In this Feb. 28, 2023, file photo, Rep. Ro Khanna questions witnesses during a hearing of a special House committee dedicated to countering China, on Capitol Hill, in Washington, D.C.
Alex Brandon/AP, FILE

Chief Justice John Roberts, who wrote the opinion knocking down Biden's plan, found that precedent "requires that Congress speak clearly before a Department Secretary can unilaterally alter large sections of the American economy."

Khanna, on "This Week," took another view.

"We can have an argument that the HEROES Act passed in 2003 shortly after 9/11 was way too broad in giving that kind of authority to the president and the secretary. I don't believe it was the case. That's a legitimate argument. The place to make that argument is in the United States Congress," he said.

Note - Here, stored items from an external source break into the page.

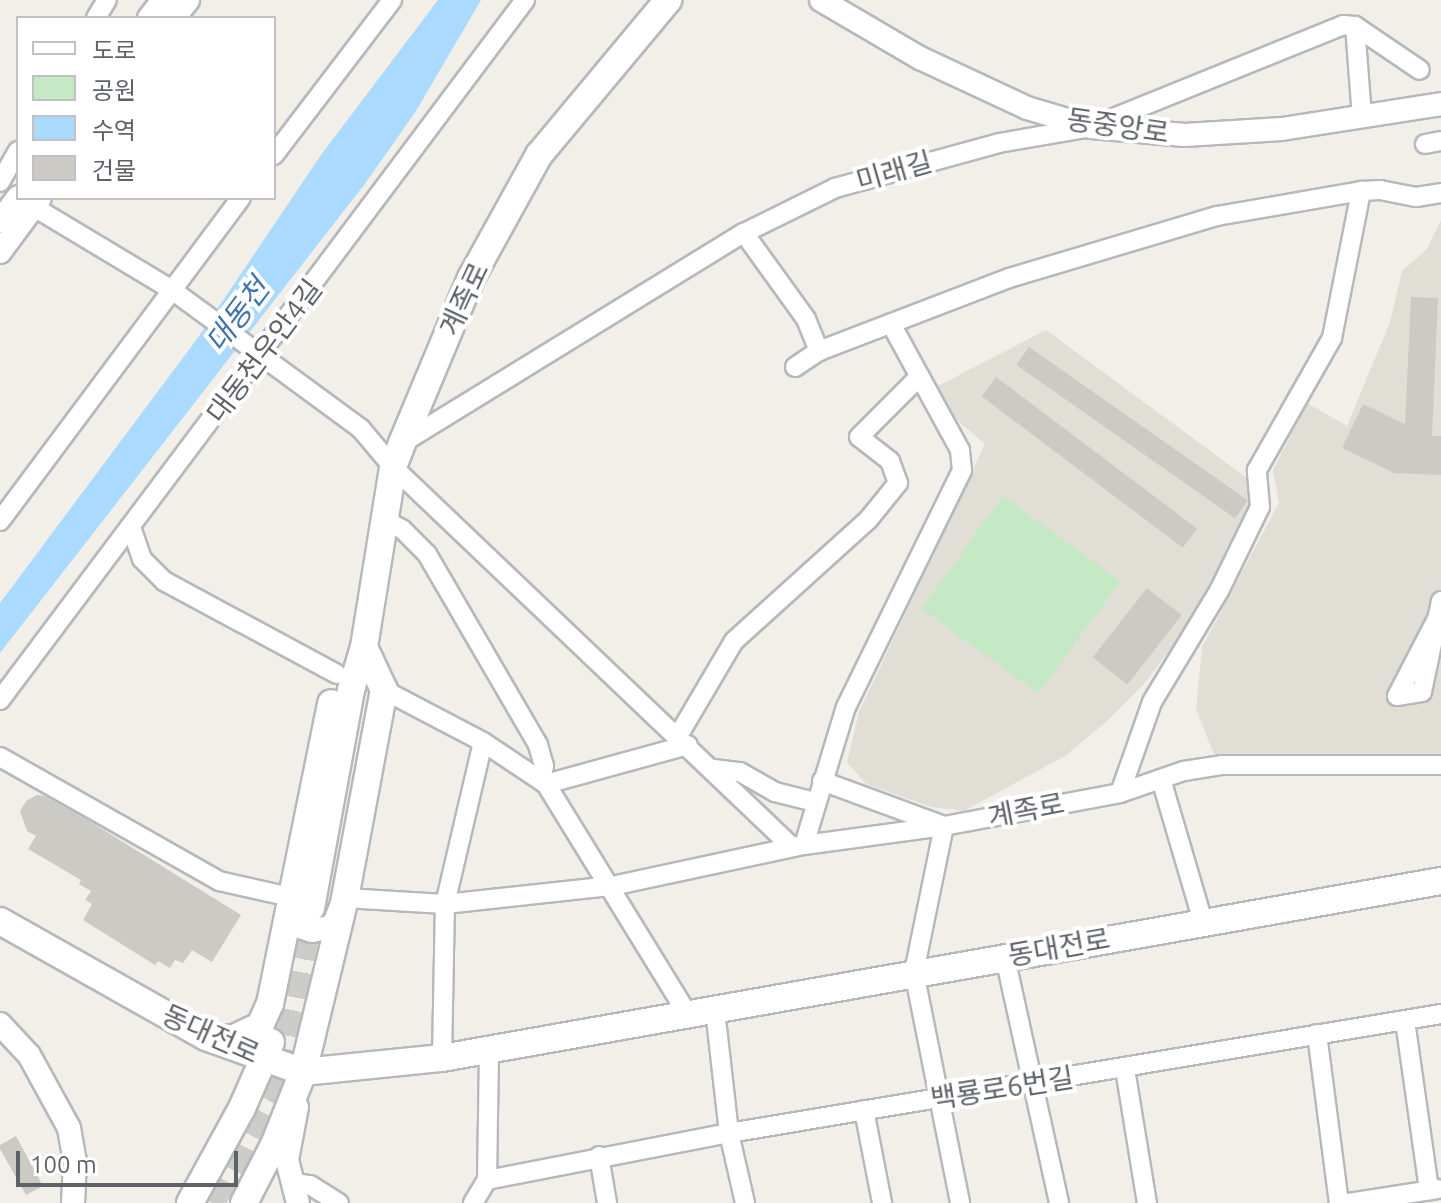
<!DOCTYPE html>
<html>
<head>
<meta charset="utf-8">
<style>
	body { margin:0 }
	#map { position:relative; width:1441px; height:1203px; overflow:hidden; background:#f1efe8; font-family:Ubuntu,"Noto Sans KR",sans-serif }
	div>[style] { position:absolute }
	.education>* { inset:0; background:#e1ded6 }
	.green>* { inset:0; background:#c5e8c5; transform-origin:0 0 }
	.water>* { inset:0; background:#aadaff }
	.building>* { inset:0; background:#cccac5; transform-origin:0 0 }
	.secondary-tunnel>* { height:26px; margin-top:-13px; transform-origin:0; background:repeating-linear-gradient(90deg,#ccccc8 0 26px,transparent 0 39px) }
	.roads { filter:drop-shadow(2px 0 #b5b8bc) drop-shadow(-2px 0 #b5b8bc) drop-shadow(0 2px #b5b8bc) drop-shadow(0 -2px #b5b8bc) }
	.minor>* { height:18px; margin:-9px; padding:0 9px; transform-origin:9px; border-radius:9px; background:#fff }
	.tertiary>* { height:22px; margin:-11px; padding:0 11px; transform-origin:11px; border-radius:11px; background:#fff }
	.secondary>* { height:26px; margin:-13px; padding:0 13px; transform-origin:13px; border-radius:13px; background:#fff }
	span { translate:-50% -50%; white-space:nowrap; text-align:center; line-height:1.15; -webkit-text-stroke:8px #fff; paint-order:stroke }
	.street-label { font-size:28px; color:#5f6368 }
	.water-label { font-size:30px; color:#4174aa; font-style:italic }
	.legend { position:absolute; left:16px; top:16px; width:260px; height:184px; box-sizing:border-box; background:#fff; border:2px solid #bfc1c3; margin:0; padding:10px 14px; list-style:none; font-size:24px; color:#5f6368 }
	.legend li { display:flex; align-items:center; gap:16px; height:40px }
	.legend b { width:40px; border:2px solid #bfc1c3 }
	.scale { position:absolute; left:16px; top:1151px; width:222px; height:36px; box-sizing:border-box; border:4px solid #5f6368; border-top:0; padding-left:10px; font-size:24px; line-height:28px; white-space:nowrap; color:#5f6368; -webkit-text-stroke:6px #fff; paint-order:stroke }
</style>
</head>
<body>
<div id="map">
	<div class="education">
		<div style="clip-path:polygon(1441px 220px,1441px 757px,1214px 754px,1196px 710px,1202px 647px,1279px 503px,1273px 470px,1307px 403px,1347px 426px,1390px 322px,1402px 271px,1427px 249px)"></div>
		<div style="clip-path:polygon(1046px 330px,1251px 481px,1254px 508px,1215px 590px,1144px 684px,1106px 722px,1065px 756px,964px 811px,931px 807px,866px 784px,847px 762px,859px 712px,985px 444px,958px 421px,938px 386px)"></div>
	</div>
	<div class="green">
		<div style="left:1003px;top:496px;width:145px;height:139px;rotate:36deg"></div>
	</div>
	<div class="water">
		<div style="clip-path:polygon(438px 0,481px 0,416px 111px,364px 185px,0 653px,0 603px,197px 339px,321px 155px)"></div>
	</div>
	<div class="building">
		<div style="clip-path:polygon(1411px 297px,1438px 298px,1432px 436px,1441px 436px,1441px 475px,1394px 473px,1342px 448px,1363px 404px,1405px 424px)"></div>
		<div style="left:1029px;top:347px;width:267px;height:22px;rotate:35deg"></div>
		<div style="left:996px;top:377px;width:252px;height:24px;rotate:37deg"></div>
		<div style="left:1147px;top:588px;width:44px;height:88px;rotate:38deg"></div>
		<div style="clip-path:polygon(37px 795px,45px 796px,89px 821px,241px 915px,212px 962px,192px 950px,183px 963px,175px 960px,170px 968px,158px 961px,155px 965px,83px 920px,92px 904px,85px 900px,91px 891px,79px 884px,81px 880px,28px 849px,36px 836px,27px 831px,20px 811px,26px 801px)"></div>
		<div style="clip-path:polygon(16px 1136px,43px 1186px,26px 1195px,0 1149px,0 1145px)"></div>
	</div>
	<div class="secondary-tunnel">
		<div style="left:212px;top:1203px;width:146px;rotate:-62.2deg"></div>
		<div style="left:280px;top:1074px;width:169px;rotate:-79.4deg"></div>
	</div>
	<div class="roads">
		<div class="minor">
			<div style="left:96px;top:18px;width:21px;rotate:-59deg"></div>
			<div style="left:1355px;top:26px;width:92px;rotate:85.6deg"></div>
			<div style="left:1425px;top:144px;width:16px;rotate:-11deg"></div>
			<div style="left:274px;top:155px;width:195px;rotate:-52.7deg"></div>
			<div style="left:0;top:182px;width:36px;rotate:-60deg"></div>
			<div style="left:24px;top:201px;width:173px;rotate:31deg"></div>
			<div style="left:172px;top:290px;width:235px;rotate:36.3deg"></div>
			<div style="left:361px;top:429px;width:50px;rotate:49.9deg"></div>
			<div style="left:393px;top:467px;width:551px;rotate:43.6deg"></div>
			<div style="left:744px;top:233px;width:106px;rotate:54.2deg"></div>
			<div style="left:806px;top:319px;width:35px;rotate:68deg"></div>
			<div style="left:795px;top:367px;width:29px;rotate:-34deg"></div>
			<div style="left:819px;top:351px;width:204px;rotate:-21deg"></div>
			<div style="left:1009px;top:278px;width:217px;rotate:-16.6deg"></div>
			<div style="left:1217px;top:216px;width:146px;rotate:-9.8deg"></div>
			<div style="left:1361px;top:191px;width:19px;rotate:-3deg"></div>
			<div style="left:1380px;top:190px;width:37px;rotate:11deg"></div>
			<div style="left:1416px;top:197px;width:25px;rotate:-9deg"></div>
			<div style="left:402px;top:443px;width:401px;rotate:-31.6deg"></div>
			<div style="left:744px;top:233px;width:102px;rotate:-26.3deg"></div>
			<div style="left:835px;top:188px;width:170px;rotate:-15.3deg"></div>
			<div style="left:999px;top:143px;width:93px;rotate:-9.9deg"></div>
			<div style="left:1091px;top:127px;width:272px;rotate:-22deg"></div>
			<div style="left:1343px;top:25px;width:12px;rotate:5deg"></div>
			<div style="left:1355px;top:26px;width:78px;rotate:34.1deg"></div>
			<div style="left:383px;top:519px;width:21px;rotate:28deg"></div>
			<div style="left:402px;top:529px;width:35px;rotate:45deg"></div>
			<div style="left:427px;top:554px;width:221px;rotate:59.8deg"></div>
			<div style="left:538px;top:745px;width:22px;rotate:74deg"></div>
			<div style="left:544px;top:766px;width:14px;rotate:102deg"></div>
			<div style="left:0;top:521px;width:403px;rotate:-53.3deg"></div>
			<div style="left:131px;top:527px;width:34px;rotate:71deg"></div>
			<div style="left:142px;top:559px;width:31px;rotate:45deg"></div>
			<div style="left:164px;top:581px;width:196px;rotate:28.3deg"></div>
			<div style="left:1438px;top:617px;width:89px;rotate:117.4deg"></div>
			<div style="left:1397px;top:696px;width:25px;rotate:-9deg"></div>
			<div style="left:1422px;top:692px;width:93px;rotate:-78.2deg"></div>
			<div style="left:384px;top:690px;width:112px;rotate:27.7deg"></div>
			<div style="left:483px;top:742px;width:76px;rotate:33.7deg"></div>
			<div style="left:546px;top:784px;width:271px;rotate:58.4deg"></div>
			<div style="left:0;top:700px;width:875px;rotate:-53.13deg"></div>
			<div style="left:678px;top:736px;width:110px;rotate:-59.5deg"></div>
			<div style="left:734px;top:641px;width:181px;rotate:-42.1deg"></div>
			<div style="left:868px;top:520px;width:48px;rotate:-51deg"></div>
			<div style="left:898px;top:483px;width:23px;rotate:-110deg"></div>
			<div style="left:890px;top:461px;width:39px;rotate:-142deg"></div>
			<div style="left:859px;top:437px;width:85px;rotate:-45deg"></div>
			<div style="left:0;top:757px;width:252px;rotate:29.5deg"></div>
			<div style="left:219px;top:881px;width:73px;rotate:12.7deg"></div>
			<div style="left:714px;top:769px;width:26px;rotate:7deg"></div>
			<div style="left:740px;top:772px;width:40px;rotate:29.7deg"></div>
			<div style="left:775px;top:792px;width:41px;rotate:14deg"></div>
			<div style="left:1161px;top:779px;width:149px;rotate:73.6deg"></div>
			<div style="left:822px;top:781px;width:130px;rotate:20.2deg"></div>
			<div style="left:944px;top:826px;width:149px;rotate:101.6deg"></div>
			<div style="left:914px;top:972px;width:236px;rotate:78.7deg"></div>
			<div style="left:546px;top:784px;width:147px;rotate:-15.4deg"></div>
			<div style="left:1120px;top:793px;width:96px;rotate:-70.6deg"></div>
			<div style="left:1152px;top:702px;width:130px;rotate:-58.9deg"></div>
			<div style="left:1219px;top:591px;width:93px;rotate:-64deg"></div>
			<div style="left:1260px;top:507px;width:37px;rotate:-95deg"></div>
			<div style="left:1257px;top:470px;width:152px;rotate:-60.4deg"></div>
			<div style="left:1332px;top:338px;width:150px;rotate:-78.8deg"></div>
			<div style="left:804px;top:845px;width:144px;rotate:-73.1deg"></div>
			<div style="left:846px;top:707px;width:264px;rotate:-63.9deg"></div>
			<div style="left:962px;top:470px;width:20px;rotate:-96deg"></div>
			<div style="left:960px;top:450px;width:144px;rotate:-118.7deg"></div>
			<div style="left:345px;top:898px;width:100px;rotate:3.4deg"></div>
			<div style="left:445px;top:904px;width:168px;rotate:-6.2deg"></div>
			<div style="left:612px;top:886px;width:196px;rotate:-12.1deg"></div>
			<div style="left:804px;top:845px;width:141px;rotate:-7.7deg"></div>
			<div style="left:944px;top:826px;width:179px;rotate:-10.6deg"></div>
			<div style="left:1120px;top:793px;width:68px;rotate:-19deg"></div>
			<div style="left:1184px;top:771px;width:39px;rotate:-9deg"></div>
			<div style="left:1223px;top:765px;width:218px"></div>
			<div style="left:1005px;top:957px;width:252px;rotate:77.6deg"></div>
			<div style="left:715px;top:1010px;width:124px;rotate:83.5deg"></div>
			<div style="left:729px;top:1133px;width:72px;rotate:77.1deg"></div>
			<div style="left:1405px;top:1021px;width:171px;rotate:81.9deg"></div>
			<div style="left:1317px;top:1034px;width:170px;rotate:82.6deg"></div>
			<div style="left:442px;top:1058px;width:154px;rotate:-88.9deg"></div>
			<div style="left:445px;top:904px;width:166px;rotate:-76.8deg"></div>
			<div style="left:1125px;top:1069px;width:136px;rotate:80.7deg"></div>
			<div style="left:864px;top:1110px;width:95px;rotate:79deg"></div>
			<div style="left:599px;top:1156px;width:48px;rotate:80.3deg"></div>
			<div style="left:487px;top:1180px;width:247px;rotate:-11deg"></div>
			<div style="left:729px;top:1133px;width:722px;rotate:-9.49deg"></div>
			<div style="left:295px;top:1183px;width:15px;rotate:8deg"></div>
			<div style="left:310px;top:1185px;width:34px;rotate:32deg"></div>
			<div style="left:473px;top:1203px;width:27px;rotate:-59deg"></div>
			<div style="left:487px;top:1180px;width:131px;rotate:-89.1deg"></div>
			<div style="left:1348px;top:1203px;width:91px;rotate:-8.8deg"></div>
		</div>
		<div class="tertiary">
			<div style="left:821px;top:0;width:115px;rotate:30.4deg"></div>
			<div style="left:920px;top:58px;width:118px;rotate:25deg"></div>
			<div style="left:1027px;top:108px;width:67px;rotate:16.5deg"></div>
			<div style="left:1091px;top:127px;width:94px;rotate:4.9deg"></div>
			<div style="left:1185px;top:135px;width:97px;rotate:-3.5deg"></div>
			<div style="left:1282px;top:129px;width:161px;rotate:-8.9deg"></div>
			<div style="left:149px;top:18px;width:23px;rotate:-52deg"></div>
			<div style="left:174px;top:18px;width:23px;rotate:-52deg"></div>
			<div style="left:0;top:221px;width:30px;rotate:-53deg"></div>
			<div style="left:0;top:252px;width:67px;rotate:-53.5deg"></div>
			<div style="left:290px;top:902px;width:25px;rotate:74deg"></div>
			<div style="left:297px;top:926px;width:16px;rotate:18deg"></div>
			<div style="left:312px;top:931px;width:22px;rotate:-13deg"></div>
			<div style="left:333px;top:926px;width:18px;rotate:-68deg"></div>
			<div style="left:0;top:1024px;width:42px;rotate:46.9deg"></div>
			<div style="left:29px;top:1055px;width:83px;rotate:61.3deg"></div>
			<div style="left:69px;top:1128px;width:34px;rotate:80deg"></div>
			<div style="left:75px;top:1161px;width:42px;rotate:92.7deg"></div>
			<div style="left:297px;top:1107px;width:54px;rotate:100.7deg"></div>
			<div style="left:287px;top:1160px;width:44px;rotate:75.7deg"></div>
		</div>
		<div class="secondary">
			<div style="left:311px;top:908px;width:222px;rotate:-79.6deg"></div>
			<div style="left:351px;top:690px;width:45px;rotate:-73.2deg"></div>
			<div style="left:364px;top:647px;width:182px;rotate:-80.8deg"></div>
			<div style="left:393px;top:467px;width:26px;rotate:-69deg"></div>
			<div style="left:402px;top:443px;width:179px;rotate:-67.3deg"></div>
			<div style="left:471px;top:278px;width:141px;rotate:-61.1deg"></div>
			<div style="left:539px;top:155px;width:202px;rotate:-50.2deg"></div>
			<div style="left:0;top:921px;width:236px;rotate:29.4deg"></div>
			<div style="left:206px;top:1037px;width:103px;rotate:19.8deg"></div>
			<div style="left:303px;top:1072px;width:140px;rotate:-5.8deg"></div>
			<div style="left:442px;top:1058px;width:1015px;rotate:-10.05deg"></div>
			<div style="left:214px;top:1040px;width:20px;rotate:-6deg"></div>
			<div style="left:234px;top:1038px;width:29px;rotate:-25deg"></div>
			<div style="left:260px;top:1026px;width:24px;rotate:-66deg"></div>
			<div style="left:270px;top:1004px;width:307px;rotate:-78.5deg"></div>
			<div style="left:190px;top:1203px;width:108px;rotate:-61.3deg"></div>
			<div style="left:242px;top:1108px;width:72px;rotate:-66.3deg"></div>
			<div style="left:244px;top:1203px;width:65px;rotate:-62.7deg"></div>
			<div style="left:274px;top:1145px;width:79px;rotate:-68.3deg"></div>
			<div style="left:303px;top:1072px;width:179px;rotate:-76.4deg"></div>
			<div style="left:345px;top:898px;width:212px;rotate:-79.4deg"></div>
			<div style="left:384px;top:690px;width:47px;rotate:-114.9deg"></div>
		</div>
	</div>
	<div class="street-label">
		<span style="left:1118px;top:126px;rotate:8deg">동중앙로</span>
		<span style="left:894px;top:171px;rotate:-16deg">미래길</span>
		<span style="left:464px;top:299px;rotate:-65deg">계족로</span>
		<span style="left:264px;top:351px;rotate:-53deg">대동천우안4길</span>
		<span style="left:1026px;top:810px;rotate:-11deg">계족로</span>
		<span style="left:1059px;top:947px;rotate:-10deg">동대전로</span>
		<span style="left:211px;top:1034px;rotate:24deg">동대전로</span>
		<span style="left:1002px;top:1088px;rotate:-9deg">백룡로6번길</span>
	</div>
	<div class="water-label">
		<span style="left:237px;top:315px;rotate:-53deg">대동천</span>
	</div>
	<ul class="legend">
	<li><b style="height:10px;background:#fff"></b>도로</li>
	<li><b style="height:22px;background:#c5e8c5"></b>공원</li>
	<li><b style="height:22px;background:#aadaff"></b>수역</li>
	<li><b style="height:22px;background:#cccac5"></b>건물</li>
	</ul>
	<div class="scale">100 m</div>
</div>
</body>
</html>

"It's not for unelected justices to override what Congress has passed. And that's what this court is doing. It's very dangerous," he continued. "They are basically reinterpreting congressional statute to fit their ideological preconceptions."

MORE: Biden outlines 'new path' to provide student loan relief after Supreme Court rejection


While the White House had long resisted discussing what other avenues they might pursue if the student loan cancellation program was rejected, the president on Friday said he will invoke the Higher Education Act to allow Education Secretary Miguel Cardona to "compromise, waive or release loans under certain circumstances."

But it's currently unclear how much forgiveness would be enacted under this strategy.

The White House will also implement a 12-month "on-ramp repayment program" during which the government will not refer borrowers who miss payments to credit agencies.


"This new path is legally sound," Biden said in remarks after the Supreme Court ruling. "It's going to take longer. And in my view, it's the best path that remains to student debt relief to as many borrowers as possible as quickly as possible."